* _TO DO_
Please restate every entry exactly. Leave out the pictures.
=====
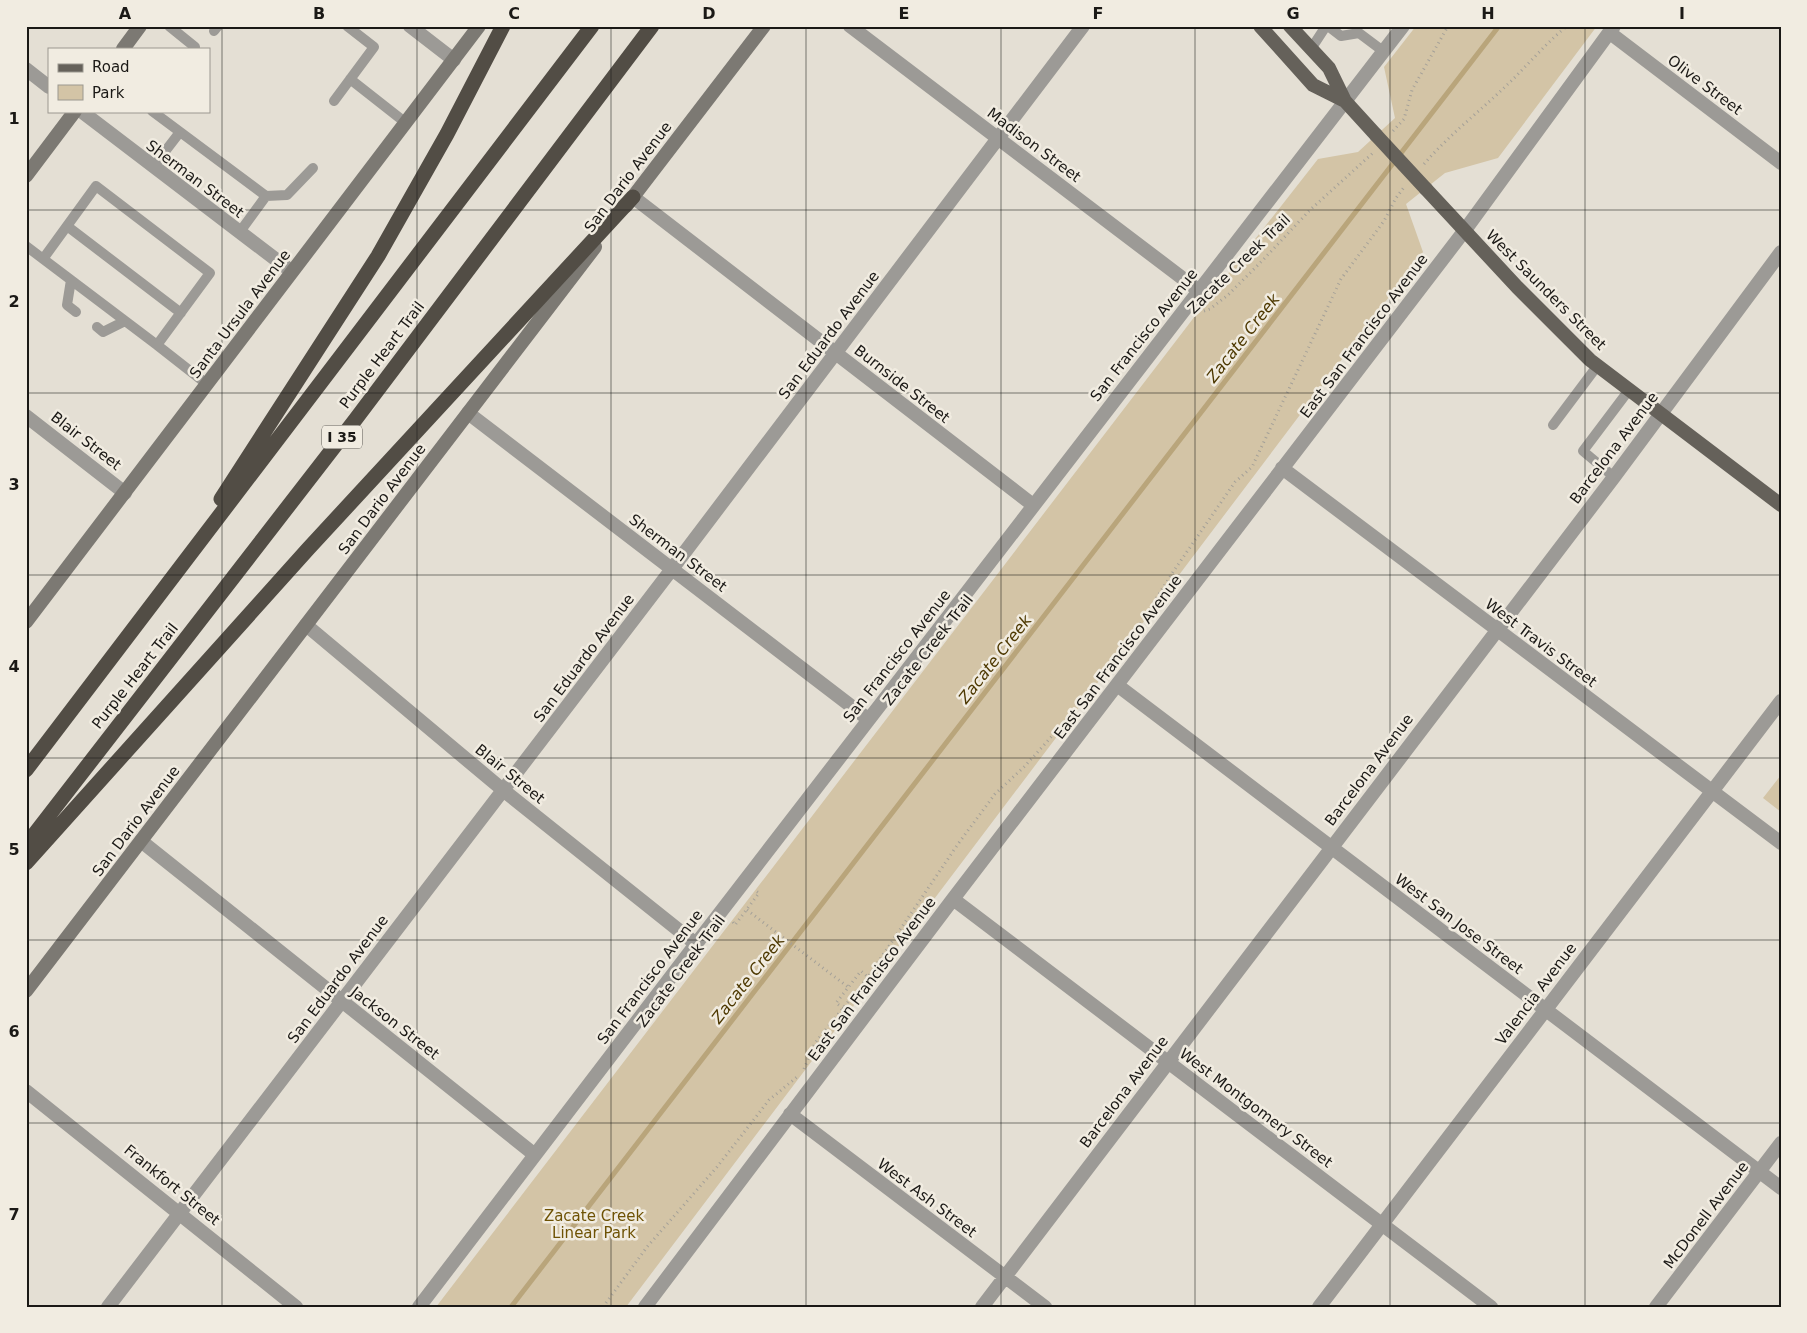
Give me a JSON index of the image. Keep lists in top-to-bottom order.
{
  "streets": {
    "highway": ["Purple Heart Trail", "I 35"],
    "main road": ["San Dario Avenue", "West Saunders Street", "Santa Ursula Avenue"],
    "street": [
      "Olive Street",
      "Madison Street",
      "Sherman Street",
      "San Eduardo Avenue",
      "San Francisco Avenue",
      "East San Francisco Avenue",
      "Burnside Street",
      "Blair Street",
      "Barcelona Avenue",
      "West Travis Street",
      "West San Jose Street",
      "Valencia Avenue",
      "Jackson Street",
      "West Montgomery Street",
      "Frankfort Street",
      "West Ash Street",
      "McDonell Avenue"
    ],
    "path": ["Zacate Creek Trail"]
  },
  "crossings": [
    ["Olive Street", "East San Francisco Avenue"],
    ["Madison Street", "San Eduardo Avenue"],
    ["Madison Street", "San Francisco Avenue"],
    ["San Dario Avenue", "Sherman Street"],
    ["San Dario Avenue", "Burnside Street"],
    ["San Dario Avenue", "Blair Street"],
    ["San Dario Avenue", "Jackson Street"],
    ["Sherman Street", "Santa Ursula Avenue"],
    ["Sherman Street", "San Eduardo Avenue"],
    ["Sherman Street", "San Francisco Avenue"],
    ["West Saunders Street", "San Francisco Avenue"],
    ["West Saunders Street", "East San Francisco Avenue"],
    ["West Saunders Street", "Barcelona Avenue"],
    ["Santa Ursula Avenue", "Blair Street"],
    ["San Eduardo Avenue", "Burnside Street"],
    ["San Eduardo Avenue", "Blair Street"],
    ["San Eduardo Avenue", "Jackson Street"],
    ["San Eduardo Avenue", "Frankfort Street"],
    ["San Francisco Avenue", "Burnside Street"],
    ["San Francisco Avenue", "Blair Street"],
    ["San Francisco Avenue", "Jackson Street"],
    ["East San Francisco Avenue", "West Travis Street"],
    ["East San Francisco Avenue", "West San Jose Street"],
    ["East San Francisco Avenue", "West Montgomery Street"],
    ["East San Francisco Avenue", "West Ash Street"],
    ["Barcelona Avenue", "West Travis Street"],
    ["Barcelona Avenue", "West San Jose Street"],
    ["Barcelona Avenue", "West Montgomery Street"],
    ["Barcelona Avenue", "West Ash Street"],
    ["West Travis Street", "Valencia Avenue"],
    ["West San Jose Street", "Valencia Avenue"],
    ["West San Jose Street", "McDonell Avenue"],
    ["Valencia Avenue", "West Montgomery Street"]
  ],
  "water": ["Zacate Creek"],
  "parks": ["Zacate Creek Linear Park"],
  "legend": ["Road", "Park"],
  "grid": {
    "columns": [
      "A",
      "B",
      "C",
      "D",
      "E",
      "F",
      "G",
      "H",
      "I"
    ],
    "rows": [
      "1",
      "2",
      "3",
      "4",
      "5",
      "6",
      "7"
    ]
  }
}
=====
* _COMPLETED EXERCISE_
Give me a JSON index of the image. Keep lists in top-to-bottom order.
{
  "streets": {
    "highway": ["Purple Heart Trail", "I 35"],
    "main road": ["San Dario Avenue", "West Saunders Street", "Santa Ursula Avenue"],
    "street": [
      "Olive Street",
      "Madison Street",
      "Sherman Street",
      "San Eduardo Avenue",
      "San Francisco Avenue",
      "East San Francisco Avenue",
      "Burnside Street",
      "Blair Street",
      "Barcelona Avenue",
      "West Travis Street",
      "West San Jose Street",
      "Valencia Avenue",
      "Jackson Street",
      "West Montgomery Street",
      "Frankfort Street",
      "West Ash Street",
      "McDonell Avenue"
    ],
    "path": ["Zacate Creek Trail"]
  },
  "crossings": [
    ["Olive Street", "East San Francisco Avenue"],
    ["Madison Street", "San Eduardo Avenue"],
    ["Madison Street", "San Francisco Avenue"],
    ["San Dario Avenue", "Sherman Street"],
    ["San Dario Avenue", "Burnside Street"],
    ["San Dario Avenue", "Blair Street"],
    ["San Dario Avenue", "Jackson Street"],
    ["Sherman Street", "Santa Ursula Avenue"],
    ["Sherman Street", "San Eduardo Avenue"],
    ["Sherman Street", "San Francisco Avenue"],
    ["West Saunders Street", "San Francisco Avenue"],
    ["West Saunders Street", "East San Francisco Avenue"],
    ["West Saunders Street", "Barcelona Avenue"],
    ["Santa Ursula Avenue", "Blair Street"],
    ["San Eduardo Avenue", "Burnside Street"],
    ["San Eduardo Avenue", "Blair Street"],
    ["San Eduardo Avenue", "Jackson Street"],
    ["San Eduardo Avenue", "Frankfort Street"],
    ["San Francisco Avenue", "Burnside Street"],
    ["San Francisco Avenue", "Blair Street"],
    ["San Francisco Avenue", "Jackson Street"],
    ["East San Francisco Avenue", "West Travis Street"],
    ["East San Francisco Avenue", "West San Jose Street"],
    ["East San Francisco Avenue", "West Montgomery Street"],
    ["East San Francisco Avenue", "West Ash Street"],
    ["Barcelona Avenue", "West Travis Street"],
    ["Barcelona Avenue", "West San Jose Street"],
    ["Barcelona Avenue", "West Montgomery Street"],
    ["Barcelona Avenue", "West Ash Street"],
    ["West Travis Street", "Valencia Avenue"],
    ["West San Jose Street", "Valencia Avenue"],
    ["West San Jose Street", "McDonell Avenue"],
    ["Valencia Avenue", "West Montgomery Street"]
  ],
  "water": ["Zacate Creek"],
  "parks": ["Zacate Creek Linear Park"],
  "legend": ["Road", "Park"],
  "grid": {
    "columns": [
      "A",
      "B",
      "C",
      "D",
      "E",
      "F",
      "G",
      "H",
      "I"
    ],
    "rows": [
      "1",
      "2",
      "3",
      "4",
      "5",
      "6",
      "7"
    ]
  }
}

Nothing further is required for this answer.